PROBLEM REQUIREMENTS:
Whenever a line in this data holds the word "setLineDash", report that line in full.

GIVEN RECORDS:
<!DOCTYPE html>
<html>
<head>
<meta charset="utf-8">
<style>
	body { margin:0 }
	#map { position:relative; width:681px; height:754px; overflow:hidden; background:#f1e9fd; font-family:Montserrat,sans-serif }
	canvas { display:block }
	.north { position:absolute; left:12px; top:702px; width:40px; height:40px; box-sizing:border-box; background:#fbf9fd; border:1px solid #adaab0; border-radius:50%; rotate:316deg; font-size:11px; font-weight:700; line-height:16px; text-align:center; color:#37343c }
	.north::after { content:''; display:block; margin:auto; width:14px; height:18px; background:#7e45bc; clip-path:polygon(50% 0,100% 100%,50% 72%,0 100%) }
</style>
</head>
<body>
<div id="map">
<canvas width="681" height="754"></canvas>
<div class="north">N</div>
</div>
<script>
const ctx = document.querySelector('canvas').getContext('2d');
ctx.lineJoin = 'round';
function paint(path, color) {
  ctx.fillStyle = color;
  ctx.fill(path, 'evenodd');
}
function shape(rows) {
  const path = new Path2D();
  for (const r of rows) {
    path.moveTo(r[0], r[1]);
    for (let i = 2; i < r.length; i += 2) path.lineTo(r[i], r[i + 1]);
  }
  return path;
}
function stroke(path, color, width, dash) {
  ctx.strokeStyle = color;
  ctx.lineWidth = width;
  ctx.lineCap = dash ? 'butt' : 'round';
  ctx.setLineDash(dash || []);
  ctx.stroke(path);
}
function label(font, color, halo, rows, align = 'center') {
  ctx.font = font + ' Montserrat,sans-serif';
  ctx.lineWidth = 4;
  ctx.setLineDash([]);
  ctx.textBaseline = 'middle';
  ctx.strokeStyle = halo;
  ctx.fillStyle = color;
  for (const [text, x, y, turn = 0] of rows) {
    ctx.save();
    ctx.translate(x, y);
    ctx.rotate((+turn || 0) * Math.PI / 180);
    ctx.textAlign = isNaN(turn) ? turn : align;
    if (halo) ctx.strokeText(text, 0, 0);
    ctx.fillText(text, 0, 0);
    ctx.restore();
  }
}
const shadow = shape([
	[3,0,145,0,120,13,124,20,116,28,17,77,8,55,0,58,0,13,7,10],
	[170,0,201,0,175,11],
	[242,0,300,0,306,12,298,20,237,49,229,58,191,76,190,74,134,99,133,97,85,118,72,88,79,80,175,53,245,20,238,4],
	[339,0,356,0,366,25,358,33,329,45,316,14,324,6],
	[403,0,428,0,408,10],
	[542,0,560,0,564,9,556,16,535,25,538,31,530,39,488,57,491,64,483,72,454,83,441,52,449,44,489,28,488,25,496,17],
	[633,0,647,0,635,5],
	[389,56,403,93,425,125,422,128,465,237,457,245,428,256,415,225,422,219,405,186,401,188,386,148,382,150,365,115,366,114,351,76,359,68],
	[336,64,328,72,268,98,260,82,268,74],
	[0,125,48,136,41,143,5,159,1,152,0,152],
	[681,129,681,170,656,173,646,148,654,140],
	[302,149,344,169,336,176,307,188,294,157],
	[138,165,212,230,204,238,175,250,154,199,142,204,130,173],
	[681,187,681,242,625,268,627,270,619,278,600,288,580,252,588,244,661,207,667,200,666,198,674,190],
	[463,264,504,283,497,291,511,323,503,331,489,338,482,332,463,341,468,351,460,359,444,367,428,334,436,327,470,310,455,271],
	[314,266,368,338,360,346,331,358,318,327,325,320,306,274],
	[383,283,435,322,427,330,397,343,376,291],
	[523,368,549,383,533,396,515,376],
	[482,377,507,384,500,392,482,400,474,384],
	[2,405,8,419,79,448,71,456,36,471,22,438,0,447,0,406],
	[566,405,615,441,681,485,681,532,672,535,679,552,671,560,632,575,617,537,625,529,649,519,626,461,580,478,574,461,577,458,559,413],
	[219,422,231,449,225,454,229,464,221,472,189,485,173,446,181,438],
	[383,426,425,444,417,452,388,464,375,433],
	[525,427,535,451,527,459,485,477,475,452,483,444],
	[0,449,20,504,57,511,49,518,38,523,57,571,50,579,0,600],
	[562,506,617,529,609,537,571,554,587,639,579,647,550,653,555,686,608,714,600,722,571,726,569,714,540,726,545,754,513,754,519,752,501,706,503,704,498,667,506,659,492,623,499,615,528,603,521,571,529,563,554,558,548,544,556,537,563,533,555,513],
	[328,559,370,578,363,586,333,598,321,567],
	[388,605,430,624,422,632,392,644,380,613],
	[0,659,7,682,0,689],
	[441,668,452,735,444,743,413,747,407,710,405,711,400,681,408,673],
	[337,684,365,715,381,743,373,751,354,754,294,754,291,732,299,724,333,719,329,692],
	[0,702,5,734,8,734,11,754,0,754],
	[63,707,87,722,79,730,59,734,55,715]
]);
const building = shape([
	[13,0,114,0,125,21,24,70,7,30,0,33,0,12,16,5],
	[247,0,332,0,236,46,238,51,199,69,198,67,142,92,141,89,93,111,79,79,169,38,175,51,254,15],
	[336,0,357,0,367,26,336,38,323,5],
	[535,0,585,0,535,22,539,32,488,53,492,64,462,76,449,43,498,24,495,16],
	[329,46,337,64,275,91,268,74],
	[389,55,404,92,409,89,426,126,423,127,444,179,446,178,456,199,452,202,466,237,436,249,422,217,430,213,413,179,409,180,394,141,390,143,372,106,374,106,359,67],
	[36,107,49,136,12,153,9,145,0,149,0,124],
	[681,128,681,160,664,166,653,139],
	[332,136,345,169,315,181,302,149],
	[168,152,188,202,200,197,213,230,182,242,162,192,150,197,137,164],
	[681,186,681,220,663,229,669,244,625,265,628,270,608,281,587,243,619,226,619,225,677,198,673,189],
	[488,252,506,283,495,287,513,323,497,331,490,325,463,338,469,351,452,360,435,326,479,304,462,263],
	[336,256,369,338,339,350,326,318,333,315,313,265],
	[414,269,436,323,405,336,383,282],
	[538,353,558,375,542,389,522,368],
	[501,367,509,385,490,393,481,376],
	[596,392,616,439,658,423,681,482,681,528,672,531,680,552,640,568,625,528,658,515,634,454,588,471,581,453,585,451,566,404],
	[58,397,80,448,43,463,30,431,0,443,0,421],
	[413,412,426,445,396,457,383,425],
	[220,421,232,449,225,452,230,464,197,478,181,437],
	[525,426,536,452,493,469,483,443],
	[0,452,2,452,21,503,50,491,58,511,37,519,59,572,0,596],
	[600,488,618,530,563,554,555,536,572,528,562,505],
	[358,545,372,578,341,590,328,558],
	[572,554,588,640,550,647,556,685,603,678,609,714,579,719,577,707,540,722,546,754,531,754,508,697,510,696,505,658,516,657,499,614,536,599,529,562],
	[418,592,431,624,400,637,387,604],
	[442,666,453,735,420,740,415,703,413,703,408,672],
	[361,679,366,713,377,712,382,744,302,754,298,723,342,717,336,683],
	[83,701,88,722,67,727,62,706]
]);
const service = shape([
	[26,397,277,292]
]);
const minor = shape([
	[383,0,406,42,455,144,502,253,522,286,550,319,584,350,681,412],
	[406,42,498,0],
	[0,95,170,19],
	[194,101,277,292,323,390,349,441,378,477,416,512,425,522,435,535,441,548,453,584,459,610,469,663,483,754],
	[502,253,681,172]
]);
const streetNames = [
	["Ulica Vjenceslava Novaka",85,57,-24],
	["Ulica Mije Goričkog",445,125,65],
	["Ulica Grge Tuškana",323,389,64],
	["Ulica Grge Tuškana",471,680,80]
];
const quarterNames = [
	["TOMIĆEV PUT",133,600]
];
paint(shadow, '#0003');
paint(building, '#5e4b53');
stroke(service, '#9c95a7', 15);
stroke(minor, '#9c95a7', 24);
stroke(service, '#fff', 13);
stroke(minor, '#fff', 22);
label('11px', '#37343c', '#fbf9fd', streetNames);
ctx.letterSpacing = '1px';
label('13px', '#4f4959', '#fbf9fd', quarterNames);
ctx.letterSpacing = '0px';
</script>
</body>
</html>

SOLUTION TO THIS TASK:
  ctx.setLineDash(dash || []);
  ctx.setLineDash([]);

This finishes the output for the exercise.